- WORK ORDER -
In the entries below, find every line with the string "place" and copy it.

**********

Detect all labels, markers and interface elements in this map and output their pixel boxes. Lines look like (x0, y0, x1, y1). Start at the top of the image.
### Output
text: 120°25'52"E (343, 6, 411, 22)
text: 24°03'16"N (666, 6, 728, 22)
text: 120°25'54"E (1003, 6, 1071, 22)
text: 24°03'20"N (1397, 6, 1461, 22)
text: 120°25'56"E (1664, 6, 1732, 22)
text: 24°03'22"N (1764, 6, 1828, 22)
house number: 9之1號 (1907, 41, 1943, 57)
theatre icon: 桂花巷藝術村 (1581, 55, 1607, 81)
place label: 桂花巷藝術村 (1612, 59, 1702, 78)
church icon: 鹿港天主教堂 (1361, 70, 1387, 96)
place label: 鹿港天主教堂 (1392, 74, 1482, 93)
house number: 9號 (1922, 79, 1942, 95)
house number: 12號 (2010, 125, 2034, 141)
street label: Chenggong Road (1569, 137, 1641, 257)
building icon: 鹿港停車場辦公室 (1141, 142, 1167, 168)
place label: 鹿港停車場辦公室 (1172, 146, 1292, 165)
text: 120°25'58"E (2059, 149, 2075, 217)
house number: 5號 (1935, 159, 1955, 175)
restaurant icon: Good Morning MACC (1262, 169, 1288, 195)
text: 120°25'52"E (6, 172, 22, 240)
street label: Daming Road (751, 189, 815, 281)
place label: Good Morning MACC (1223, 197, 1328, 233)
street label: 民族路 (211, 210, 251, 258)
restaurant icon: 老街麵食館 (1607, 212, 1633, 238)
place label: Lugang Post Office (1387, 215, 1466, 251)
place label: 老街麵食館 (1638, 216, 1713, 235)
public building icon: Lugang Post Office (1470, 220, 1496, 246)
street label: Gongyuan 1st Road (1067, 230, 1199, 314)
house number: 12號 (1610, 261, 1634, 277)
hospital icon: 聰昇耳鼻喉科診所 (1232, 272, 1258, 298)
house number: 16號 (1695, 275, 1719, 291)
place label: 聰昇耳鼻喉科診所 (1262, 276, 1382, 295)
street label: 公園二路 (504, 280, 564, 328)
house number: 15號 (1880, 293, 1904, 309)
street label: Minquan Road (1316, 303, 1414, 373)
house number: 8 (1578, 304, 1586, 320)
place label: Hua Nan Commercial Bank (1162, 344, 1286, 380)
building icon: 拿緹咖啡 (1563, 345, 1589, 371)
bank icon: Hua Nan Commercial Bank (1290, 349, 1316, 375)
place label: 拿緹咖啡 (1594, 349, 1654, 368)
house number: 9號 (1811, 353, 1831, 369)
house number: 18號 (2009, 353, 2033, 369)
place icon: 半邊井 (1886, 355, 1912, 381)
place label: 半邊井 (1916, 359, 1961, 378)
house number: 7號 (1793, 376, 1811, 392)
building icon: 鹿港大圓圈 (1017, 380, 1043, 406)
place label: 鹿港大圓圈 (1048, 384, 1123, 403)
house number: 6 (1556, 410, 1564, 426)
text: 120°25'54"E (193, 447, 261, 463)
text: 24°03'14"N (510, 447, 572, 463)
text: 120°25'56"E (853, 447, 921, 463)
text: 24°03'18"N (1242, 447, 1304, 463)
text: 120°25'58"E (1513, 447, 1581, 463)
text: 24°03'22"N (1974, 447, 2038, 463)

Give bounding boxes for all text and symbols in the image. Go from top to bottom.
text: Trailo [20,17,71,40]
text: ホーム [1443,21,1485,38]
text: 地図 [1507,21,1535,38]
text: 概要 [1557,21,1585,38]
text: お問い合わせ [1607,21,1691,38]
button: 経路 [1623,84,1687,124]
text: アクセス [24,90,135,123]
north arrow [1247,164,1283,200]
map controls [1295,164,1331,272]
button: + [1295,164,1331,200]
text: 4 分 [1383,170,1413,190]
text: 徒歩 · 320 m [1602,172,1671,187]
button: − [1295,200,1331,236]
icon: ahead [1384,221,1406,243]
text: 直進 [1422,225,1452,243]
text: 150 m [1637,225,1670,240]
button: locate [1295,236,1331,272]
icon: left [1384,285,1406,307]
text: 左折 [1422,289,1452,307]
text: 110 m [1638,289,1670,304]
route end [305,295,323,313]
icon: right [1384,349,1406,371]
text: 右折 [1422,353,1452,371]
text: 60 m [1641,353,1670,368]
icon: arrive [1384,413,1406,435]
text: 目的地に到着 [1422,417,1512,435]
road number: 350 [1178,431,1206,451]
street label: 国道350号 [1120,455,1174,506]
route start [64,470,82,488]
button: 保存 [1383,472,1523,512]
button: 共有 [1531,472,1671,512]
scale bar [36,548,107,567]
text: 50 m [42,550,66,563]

**********

- RESPONSE AREA -
place label: 桂花巷藝術村 (1612, 59, 1702, 78)
place label: 鹿港天主教堂 (1392, 74, 1482, 93)
place label: 鹿港停車場辦公室 (1172, 146, 1292, 165)
place label: Good Morning MACC (1223, 197, 1328, 233)
place label: Lugang Post Office (1387, 215, 1466, 251)
place label: 老街麵食館 (1638, 216, 1713, 235)
place label: 聰昇耳鼻喉科診所 (1262, 276, 1382, 295)
place label: Hua Nan Commercial Bank (1162, 344, 1286, 380)
place label: 拿緹咖啡 (1594, 349, 1654, 368)
place icon: 半邊井 (1886, 355, 1912, 381)
place label: 半邊井 (1916, 359, 1961, 378)
place label: 鹿港大圓圈 (1048, 384, 1123, 403)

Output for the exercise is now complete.